Tuesday, August 09, 2005

Ptacek v. Lindstrom

There's a major battle over vulnerability and exploit disclosure occurring between Thomas Ptacek and Pete Lindstrom. I've linked cá cược thể thao bet365_cách nạp tiền vào bet365_ đăng ký bet365 first post in each side of cá cược thể thao bet365_cách nạp tiền vào bet365_ đăng ký bet365 debate. I don't know which one should be Godzilla or Mechagodzilla, but I liked cá cược thể thao bet365_cách nạp tiền vào bet365_ đăng ký bet365 photo at left.

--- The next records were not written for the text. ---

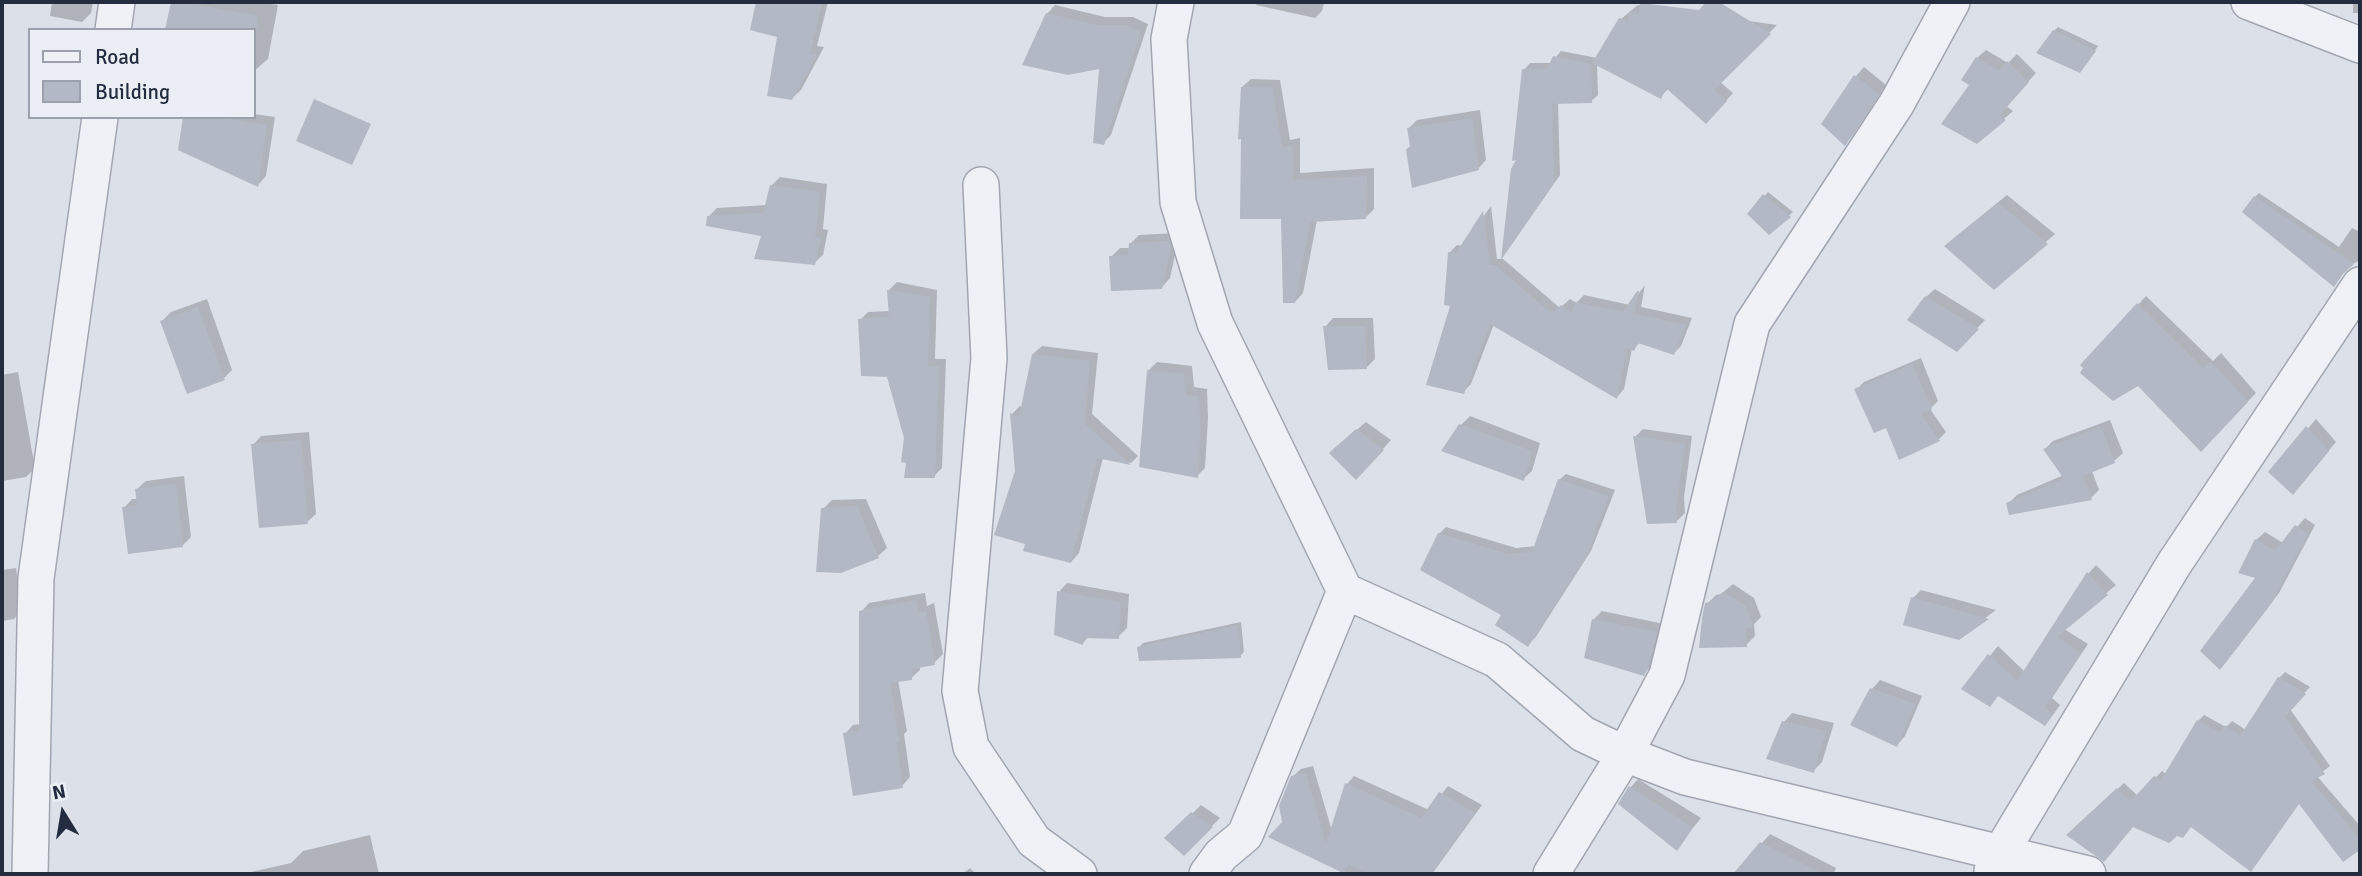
<!DOCTYPE html>
<html>
<head>
<meta charset="utf-8">
<style>
  body { margin:0 }
  #map { position:relative; width:2362px; height:876px; overflow:hidden; background:#dce0e8; font-family:Signika,sans-serif }
  canvas { display:block }
  .frame { position:absolute; inset:0; border:4px solid #242d3f; pointer-events:none }
  .legend { position:absolute; left:28px; top:28px; width:228px; height:91px; box-sizing:border-box; background:#ebeff5; border:2px solid #9ba1ac; margin:0; padding:9px 12px; list-style:none; font-size:21px; color:#242d3f }
  .legend li { display:flex; align-items:center; gap:14px; height:35px }
  .legend b { width:35px; border:2px solid #9ba1ac }
  .north { position:absolute; left:28px; top:778px; width:70px; height:70px; -webkit-text-stroke:5px #ebeff5; paint-order:stroke; rotate:349deg; font-size:19px; font-weight:700; line-height:28px; text-align:center; color:#242d3f }
  .north::after { content:''; display:block; margin:auto; width:24px; height:32px; background:#242d3f; clip-path:polygon(50% 0,100% 100%,50% 72%,0 100%) }
</style>
</head>
<body>
<div id="map">
<canvas width="2362" height="876"></canvas>
<div class="frame"></div>
<ul class="legend">
<li><b style="height:9px;background:#eff1f6"></b>Road</li>
<li><b style="height:19px;background:#b2b9c5"></b>Building</li>
</ul>
<div class="north">N</div>
</div>
<script>
const ctx = document.querySelector('canvas').getContext('2d');
ctx.lineJoin = 'round';
function fillPath(path, color) { ctx.fillStyle = color; ctx.fill(path, 'evenodd'); }
const poly = rows => new Path2D(rows.map(r => 'M' + r).join(''));
function trace(path, color, width, dash) { ctx.strokeStyle = color; ctx.lineWidth = width; ctx.lineCap = dash ? 'butt' : 'round'; ctx.setLineDash(dash || []); ctx.stroke(path); }
const shadow = poly([
  [52,2,93,2,91,13,82,22,50,16],
  [172,2,259,2,278,5,268,59,254,71,254,30,167,30],
  [758,2,828,2,817,46,824,47,801,90,792,98,779,35,752,29],
  [1257,2,1324,2,1322,11,1315,18,1256,5],
  [2353,2,2360,2,2360,13,2353,13],
  [1055,5,1105,17,1133,17,1148,24,1111,135,1103,143,1101,67,1047,14],
  [1638,5,1777,25,1720,82,1733,93,1714,114,1669,88,1660,97,1597,64,1598,95,1591,101,1558,102,1560,175,1507,251,1520,157,1524,70,1530,63,1551,63,1561,51,1597,58,1621,19],
  [2058,27,2098,46,2084,67,2054,31],
  [1986,50,2008,63,2017,54,2036,73,2006,106,2013,111,1977,142,1971,85,1977,58],
  [1864,67,1886,85,1853,135,1845,143,1823,124,1856,76],
  [1251,79,1280,80,1290,140,1300,138,1300,173,1374,168,1374,209,1365,218,1317,220,1303,293,1295,302,1282,218,1242,87],
  [1480,110,1486,160,1478,169,1412,146,1408,129,1417,120],
  [254,114,275,117,266,176,258,185,185,117,254,117],
  [780,177,827,184,823,229,828,230,823,255,814,263,763,235,709,216,717,208,767,205,771,186],
  [1768,192,1793,212,1769,233,1765,196],
  [2259,193,2339,247,2352,228,2360,232,2360,260,2350,266,2255,197],
  [2007,195,2055,234,1994,287,1954,238],
  [1491,206,1497,259,1503,259,1560,308,1570,299,1576,303,1584,295,1630,305,1645,285,1641,307,1692,318,1681,346,1674,353,1641,342,1632,349,1624,389,1617,397,1494,324,1471,384,1463,392,1453,305,1449,253,1457,245,1462,246],
  [1177,233,1179,237,1170,278,1162,287,1111,257,1120,248,1130,248,1131,243,1139,235],
  [897,282,937,290,935,359,946,359,942,468,934,476,906,438,888,375,860,320,868,312,890,311,889,290],
  [1935,289,1985,320,1957,350,1926,297],
  [2146,296,2213,361,2221,353,2256,393,2201,450,2138,384,2138,305],
  [207,299,232,370,224,378,162,321,171,312],
  [1333,318,1373,318,1375,359,1367,367,1325,327],
  [1042,346,1098,353,1092,414,1138,456,1131,463,1103,458,1079,553,1071,562,1027,543,1017,472,1012,414,1020,406,1023,407,1033,354],
  [1921,358,1938,401,1930,409,1946,432,1939,439,1900,457,1887,426,1857,389,1864,382],
  [1157,362,1192,366,1194,387,1207,389,1208,418,1205,468,1197,476,1149,370],
  [18,372,35,468,26,477,2,481,2,375],
  [1470,416,1540,443,1532,471,1523,479,1461,425],
  [2316,419,2336,442,2301,484,2271,472],
  [2110,420,2123,453,2114,461,2092,471,2099,490,2091,498,2008,504,2017,495,2064,475,2045,449,2053,441],
  [1366,422,1391,440,1365,469,1340,444],
  [1643,429,1692,436,1684,498,1685,513,1677,521,1635,437],
  [309,432,316,514,307,522,253,445,261,436],
  [1566,474,1615,490,1591,551,1535,638,1528,644,1439,534,1446,527,1516,548,1536,546,1559,480],
  [184,476,191,537,183,545,124,508,132,499,138,499,137,489,146,481],
  [866,499,887,548,878,556,823,509,832,500],
  [2305,518,2315,525,2279,593,2228,659,2257,578,2256,540,2265,532,2283,543],
  [2096,565,2116,585,2064,629,2088,644,2052,698,2060,705,2053,715,1999,695,1964,688,1998,646,2025,672,2088,574],
  [16,568,22,610,14,619,2,621,2,570],
  [1067,583,1129,594,1127,628,1118,637,1089,636,1083,643,1059,592],
  [1733,584,1754,598,1761,617,1754,624,1755,636,1746,645,1707,604,1716,595,1721,594],
  [1921,590,1996,610,1958,638,1913,598],
  [925,593,927,606,934,603,943,654,934,663,920,666,920,670,911,678,898,680,907,731,904,734,910,777,902,786,845,734,853,725,861,724,861,612,869,603],
  [1602,611,1664,624,1652,665,1643,674,1594,619],
  [1241,622,1244,652,1240,656,1139,647,1143,643],
  [2285,672,2310,687,2290,709,2330,766,2317,776,2360,826,2360,848,2344,860,2300,802,2192,826,2133,826,2069,835,2124,783,2138,796,2162,771,2166,774,2198,721,2204,715,2226,727,2232,721,2246,730,2279,678],
  [1880,680,1922,696,1905,736,1897,745,1853,724,1872,689],
  [1792,713,1834,723,1822,762,1813,771,1784,722],
  [1313,766,1332,831,1347,784,1354,776,1429,810,1448,786,1482,805,1432,874,1349,874,1271,836,1284,823,1292,777,1301,769],
  [1638,779,1701,818,1676,849,1630,788],
  [1201,805,1220,818,1184,854,1167,838],
  [1770,834,1836,868,1833,874,1735,874],
  [370,835,379,874,242,874,291,863,303,851],
  [970,868,976,874,962,874]
]);
const building = poly([
  [171,2,183,2,258,16,257,30,165,30],
  [756,2,822,2,810,54,817,55,792,100,767,96,777,37,750,30],
  [1706,2,1719,2,1771,34,1714,90,1727,101,1706,124,1666,88,1661,99,1592,63,1619,18,1628,20,1629,12,1639,13,1640,3,1699,10],
  [1046,13,1096,25,1125,25,1141,32,1104,145,1093,143,1099,69,1068,75,1022,65],
  [2053,30,2096,51,2080,73,2036,53],
  [1553,56,1591,64,1592,103,1552,104,1554,183,1501,260,1511,169,1516,160,1512,161,1522,69,1547,69],
  [1976,57,1999,71,2007,61,2029,82,1999,116,2006,120,1977,144,1941,124,1969,85,1961,80],
  [1854,75,1879,94,1845,146,1821,124],
  [1241,87,1272,87,1282,147,1292,145,1293,180,1367,176,1366,219,1310,222,1295,303,1283,303,1281,219,1240,219,1241,139,1238,140],
  [314,99,371,124,352,165,296,141],
  [183,117,216,117,267,125,258,187,178,150],
  [1472,118,1479,170,1412,188,1406,150,1410,146,1407,128],
  [770,185,820,192,815,237,821,238,815,265,754,259,761,236,706,226,707,216,763,213],
  [1763,194,1791,217,1769,235,1747,214],
  [2254,196,2354,264,2343,274,2334,287,2242,212],
  [1998,203,2048,244,1994,290,1944,246],
  [1483,211,1490,265,1495,265,1552,314,1561,305,1572,313,1575,302,1623,312,1637,291,1639,291,1634,314,1686,325,1674,355,1638,343,1634,351,1627,348,1617,399,1490,324,1464,394,1426,385,1450,306,1444,305,1448,252,1456,253],
  [1169,241,1171,247,1162,289,1111,291,1109,256,1128,255,1129,243],
  [887,290,930,297,928,366,939,366,935,478,904,478,906,463,901,462,904,438,887,377,861,376,858,319,889,317],
  [1925,296,1979,329,1957,352,1907,320],
  [2137,303,2203,368,2211,361,2248,402,2201,452,2138,386,2113,401,2080,373,2083,368,2080,365],
  [198,307,225,380,187,394,160,321],
  [1323,326,1365,326,1367,369,1328,370],
  [1032,354,1090,361,1084,423,1131,465,1097,458,1071,563,1023,551,1025,544,994,535,1015,471,1010,413,1019,417],
  [1913,364,1932,410,1921,414,1940,441,1899,460,1886,428,1874,433,1854,389],
  [1147,370,1184,374,1186,395,1199,397,1200,428,1198,478,1139,467],
  [1459,424,1532,451,1524,481,1441,451],
  [2306,426,2329,451,2293,495,2268,472],
  [2101,427,2115,463,2083,476,2092,500,2009,515,2006,503,2064,479,2043,449],
  [1356,429,1384,450,1356,480,1329,453],
  [1633,436,1685,444,1676,507,1677,523,1647,524],
  [301,440,308,524,259,528,251,444],
  [1558,479,1609,496,1585,559,1528,647,1495,625,1501,615,1420,570,1438,533,1508,554,1532,552],
  [176,484,183,547,128,554,122,507,137,505,135,489],
  [857,506,879,558,841,573,816,572,821,508],
  [2295,525,2308,534,2271,604,2220,670,2200,651,2255,578,2238,573,2255,539,2275,551],
  [2087,572,2108,595,2057,637,2081,653,2045,707,2053,715,2045,726,1998,696,1990,707,1961,689,1988,654,2017,681],
  [1057,591,1121,602,1119,639,1083,638,1083,645,1054,635],
  [1723,592,1746,606,1754,627,1745,628,1747,647,1699,648,1702,618,1705,603,1711,602],
  [1911,597,1989,619,1959,640,1903,625],
  [917,600,918,613,926,611,935,665,912,669,912,680,890,683,899,742,896,742,903,788,853,796,843,733,859,731,859,611],
  [1592,619,1657,632,1648,668,1644,676,1584,658],
  [1238,625,1241,658,1139,661,1137,647],
  [2278,677,2306,694,2285,717,2325,774,2311,781,2360,839,2360,850,2343,862,2299,804,2251,872,2191,827,2183,838,2177,836,2169,843,2133,827,2104,862,2066,835,2117,788,2131,801,2154,776,2161,780,2197,720,2221,733,2225,725,2240,736],
  [1870,688,1915,704,1897,747,1850,725],
  [1782,721,1826,731,1814,773,1766,759],
  [1306,773,1326,844,1345,783,1421,818,1439,792,1475,813,1431,874,1369,874,1348,864,1343,873,1268,837,1282,822,1279,806,1291,776],
  [1629,786,1693,828,1677,851,1618,804],
  [1191,812,1213,827,1184,856,1164,838],
  [1760,842,1823,874,1733,874]
]);
const street = poly([
  [1176,2,1169,39,1178,202,1215,323,1345,591,1497,660,1583,734,1625,754,1685,777,2088,874],
  [2249,2,2360,45],
  [113,30,117,2],
  [981,185,989,358,960,691,971,747,1034,841,1079,874],
  [1992,871,2001,852,2174,564,2360,285],
  [30,874,36,578,100,117],
  [1207,874,1221,855,1245,835,1345,591],
  [1551,874,1625,754,1667,675,1752,324,1897,103,1952,2]
]);
fillPath(shadow, '#0003');
fillPath(building, '#b2b9c5');
trace(street, '#a1a7b2', 38);
trace(street, '#eff1f6', 35);
</script>
</body>
</html>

I think each side makes some valid points. I agree with Tom that vulnerability disclosure has resulted in elimination of many security problems. I agree with Pete that, in some sense, nothing has really improved, as victims are still being compromised. In cá cược thể thao bet365_cách nạp tiền vào bet365_ đăng ký bet365 end I would lean more towards Tom; clueful people have a better chance of defending cá cược thể thao bet365_cách nạp tiền vào bet365_ đăng ký bet365ir networks, and at least knowing what is happening if cá cược thể thao bet365_cách nạp tiền vào bet365_ đăng ký bet365ir preventative measures fail. Remember that ten years ago cá cược thể thao bet365_cách nạp tiền vào bet365_ đăng ký bet365ir was no Snort, no Ecá cược thể thao bet365_cách nạp tiền vào bet365_ đăng ký bet365real, no Nessus. Fifteen years ago cá cược thể thao bet365_cách nạp tiền vào bet365_ đăng ký bet365re was no Argus, and no FreeBSD! Would you believe that Tcpdump is over eighteen years old though?

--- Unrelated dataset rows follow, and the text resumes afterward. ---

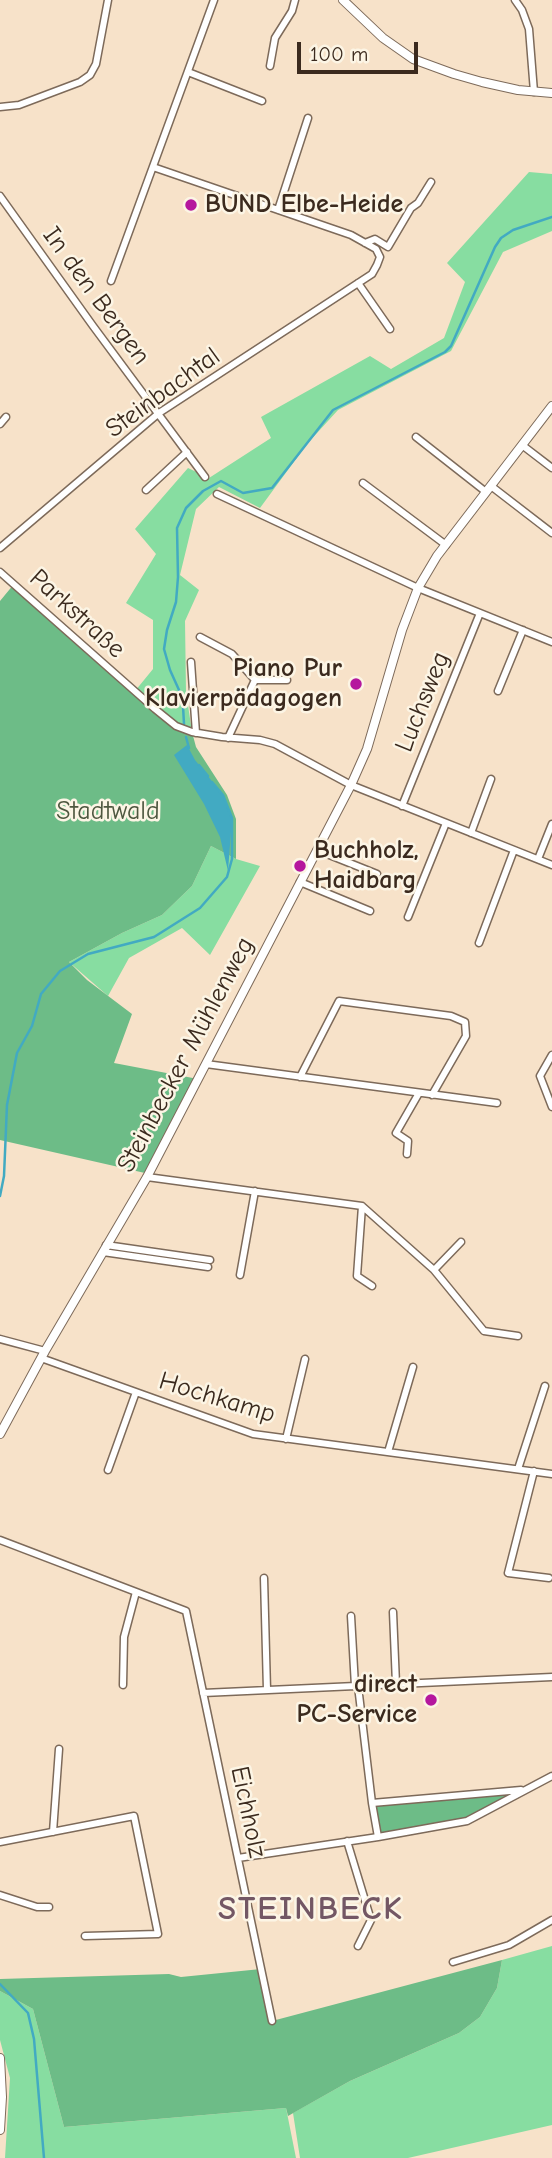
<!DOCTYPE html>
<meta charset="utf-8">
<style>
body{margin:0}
#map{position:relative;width:552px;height:2158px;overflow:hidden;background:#f7e2c9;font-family:"Comic Neue",sans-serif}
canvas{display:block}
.scale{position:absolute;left:297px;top:42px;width:121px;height:32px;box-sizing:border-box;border:4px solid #3b2a1e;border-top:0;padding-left:9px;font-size:21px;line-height:24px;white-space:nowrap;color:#3b2a1e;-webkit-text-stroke:5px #fcf5e5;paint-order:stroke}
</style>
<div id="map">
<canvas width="552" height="2158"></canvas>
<div class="scale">100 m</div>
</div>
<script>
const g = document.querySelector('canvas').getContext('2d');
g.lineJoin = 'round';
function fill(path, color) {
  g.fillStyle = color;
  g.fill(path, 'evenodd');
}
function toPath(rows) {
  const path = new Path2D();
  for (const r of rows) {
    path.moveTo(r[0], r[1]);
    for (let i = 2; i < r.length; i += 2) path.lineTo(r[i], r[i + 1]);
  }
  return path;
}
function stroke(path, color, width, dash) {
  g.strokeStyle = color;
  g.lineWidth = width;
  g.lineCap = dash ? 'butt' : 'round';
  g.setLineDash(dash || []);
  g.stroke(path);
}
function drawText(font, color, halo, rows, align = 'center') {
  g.font = font + ' "Comic Neue",sans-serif';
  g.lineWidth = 5;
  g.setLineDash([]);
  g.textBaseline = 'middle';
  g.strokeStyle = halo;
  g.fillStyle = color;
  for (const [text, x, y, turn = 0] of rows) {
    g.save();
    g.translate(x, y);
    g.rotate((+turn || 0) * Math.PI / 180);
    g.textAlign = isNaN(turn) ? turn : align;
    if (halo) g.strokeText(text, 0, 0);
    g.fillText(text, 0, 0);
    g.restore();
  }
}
const green = toPath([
 [529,172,552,174,552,231,503,252,451,351,338,410,307,444,260,508,219,487,196,509,180,575,199,590,185,621,186,692,192,732,176,726,135,691,153,669,153,620,126,603,156,554,135,529,188,468,209,478,271,438,261,417,370,356,391,369,444,338,465,282,447,263],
 [211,846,236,859,260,866,210,955,182,928,129,958,108,996,69,962,122,933,162,915,192,886],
 [552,1946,552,2125,408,2158,300,2158,293,2113,350,2081,459,2033,480,2017,497,1988,502,1960],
 [0,1991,33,2009,64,2127,286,2108,296,2158,5,2158,10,2078,0,2040]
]);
const forest = toPath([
 [14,584,155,709,192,732,196,747,227,795,236,819,236,859,211,846,192,886,162,915,122,933,69,962,87,980,132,1014,114,1063,198,1079,145,1173,0,1140,0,601],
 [526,1790,467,1821,378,1837,372,1803],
 [502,1960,497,1988,480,2017,459,2033,350,2081,288,2116,286,2108,64,2127,33,2009,0,1991,0,1979,169,1974,181,1977,261,1969,272,2021]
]);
const water = toPath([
 [187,745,195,760,223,795,232,818,228,871,220,837,204,804,174,755]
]);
const stream = toPath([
 [184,724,183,706,179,690,170,670,164,649,167,630,176,602,178,577,177,528,186,508,203,491,221,481,243,493,272,488,333,410,445,352,451,346,495,247,501,238,513,230,552,217],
 [186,737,189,748],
 [199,765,208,776],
 [0,1196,4,1176,7,1105,17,1053,32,1026,41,994,60,971,88,954,154,937,200,908,227,877,232,859,232,818,223,795,212,782],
 [0,1984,28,2013,34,2039,44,2158]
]);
const minor = toPath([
 [515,0,522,10,529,29,534,92],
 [270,66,275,38,292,11,295,0],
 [188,72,262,101],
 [0,107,19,105,80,82,90,75,96,64,108,0],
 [0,196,93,326,205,477],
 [278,210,308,118],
 [365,243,375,239,388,247,411,208,418,203,431,182],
 [111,281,214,0],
 [358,283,390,329],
 [0,424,6,417],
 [416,437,486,492],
 [522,445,552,468],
 [363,483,446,545],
 [491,486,552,533],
 [146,490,187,452],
 [217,494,418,588,552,642],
 [0,548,159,413,372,274,377,265,380,257,376,249,351,235,153,167],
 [0,572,155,709,176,726,192,732,222,737,260,740,275,744,351,785,552,865],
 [200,637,232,654,255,680,287,680],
 [191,662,196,733],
 [498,691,523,630],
 [228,738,255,680],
 [402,806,480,613],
 [471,833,491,779],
 [317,850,377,874],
 [538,859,552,824],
 [300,882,370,911],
 [408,917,446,823],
 [479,943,514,850],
 [552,1055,540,1076,552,1107],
 [206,1064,497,1103],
 [300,1077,339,1001,451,1016,465,1022,466,1036,432,1095],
 [407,1154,408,1141,396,1133,419,1093],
 [147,1177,362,1206,434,1270,484,1331,518,1336],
 [362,1206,357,1276,372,1286],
 [106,1245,210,1260],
 [103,1252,208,1267],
 [434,1270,461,1242],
 [240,1275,255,1191],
 [0,1339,45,1351],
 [41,1358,253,1434,552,1474],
 [286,1439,305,1359],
 [388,1452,413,1367],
 [518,1469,545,1386],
 [108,1470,136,1392],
 [534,1471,508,1573,549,1578],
 [0,1540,186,1611,272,2021],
 [264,1578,267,1690],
 [393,1612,396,1684],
 [351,1616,355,1686],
 [123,1685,124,1637,136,1592],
 [358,1686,372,1803,378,1837],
 [203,1693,552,1677],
 [372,1803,521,1790],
 [53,1832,59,1749],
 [347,1841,371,1920,358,1946],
 [0,1842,134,1816,158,1934,85,1936],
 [238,1858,378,1837,467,1821,552,1776],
 [0,1895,37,1907,49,1907],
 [453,1962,509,1945,552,1920]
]);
const tertiary = toPath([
 [343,0,383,38,413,59,454,74,482,82,518,90,552,93],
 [0,1434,45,1351,147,1177,351,785,367,749,402,630,418,588,437,556,552,406],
 [0,2058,2,2097,0,2130]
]);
const markers = [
 [191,205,7,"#b5179e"],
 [356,684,7,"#b5179e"],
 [300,866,7,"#b5179e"],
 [431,1700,7,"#b5179e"]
];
const poiNames = [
 ["BUND Elbe-Heide",205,205],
 ["Piano Pur",342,669,"right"],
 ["Klavierpädagogen",342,699,"right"],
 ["Buchholz,",314,851],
 ["Haidbarg",314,881],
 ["direct",417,1685,"right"],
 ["PC-Service",417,1715,"right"]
];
const streetNames = [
 ["In den Bergen",96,296,54],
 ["Steinbachtal",163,393,-36],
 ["Parkstraße",77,614,42],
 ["Luchsweg",423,702,-68],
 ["Steinbecker Mühlenweg",186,1055,-62],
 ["Hochkamp",217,1398,17],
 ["Eichholz",248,1812,78]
];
const parkNames = [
 ["Stadtwald",108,812]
];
const districtNames = [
 ["STEINBECK",311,1910]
];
fill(green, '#87dda1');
fill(forest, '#6dbc87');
fill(water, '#42aac2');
stroke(stream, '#42aac2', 2.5);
stroke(minor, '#7d6a5a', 9);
stroke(tertiary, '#7d6a5a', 10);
stroke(minor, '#fff', 6);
stroke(tertiary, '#fff', 8);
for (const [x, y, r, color] of markers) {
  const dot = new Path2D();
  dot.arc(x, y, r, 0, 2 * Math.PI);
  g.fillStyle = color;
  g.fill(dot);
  stroke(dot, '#fcf5e5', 2.5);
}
drawText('bold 26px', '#3b2a1e', '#fcf5e5', poiNames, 'left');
drawText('26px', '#3b2a1e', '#fcf5e5', streetNames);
drawText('26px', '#4e573f', '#fcf5e5', parkNames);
g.letterSpacing = '2px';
drawText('bold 33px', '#735764', '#fcf5e5', districtNames);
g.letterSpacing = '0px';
</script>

Tom does make an excellent point regarding cryptanalysis: why is it ok to analyze and break crypto algorithms, but supposedly not security software? Could it be that cá cược thể thao bet365_cách nạp tiền vào bet365_ đăng ký bet365 people who really need strong crypto, like .gov and .mil types, know that bad guys are always trying to break cá cược thể thao bet365_cách nạp tiền vào bet365_ đăng ký bet365 good guys' crypto?

If we are to believe Pete, we would not recognize this fact. Because Pete doesn't have first-hand knowledge of cá cược thể thao bet365_cách nạp tiền vào bet365_ đăng ký bet365 sorts of research that occurs "in cá cược thể thao bet365_cách nạp tiền vào bet365_ đăng ký bet365 shadows," he is quick to poke fun at people like Adam Shostack who say "We've always known that cá cược thể thao bet365_cách nạp tiền vào bet365_ đăng ký bet365re's lots of exploit code for unannounced vulnerabilities out cá cược thể thao bet365_cách nạp tiền vào bet365_ đăng ký bet365re." Pete and friends, cá cược thể thao bet365_cách nạp tiền vào bet365_ đăng ký bet365re are people who have developed techniques months, and in some cases, years, before cá cược thể thao bet365_cách nạp tiền vào bet365_ đăng ký bet365y appear in mailing lists or Black Hat talks.

With regard to discussions on specific new vulnerabilities and exploits, all I can tell you is "those who say don't know, and those who know can't say."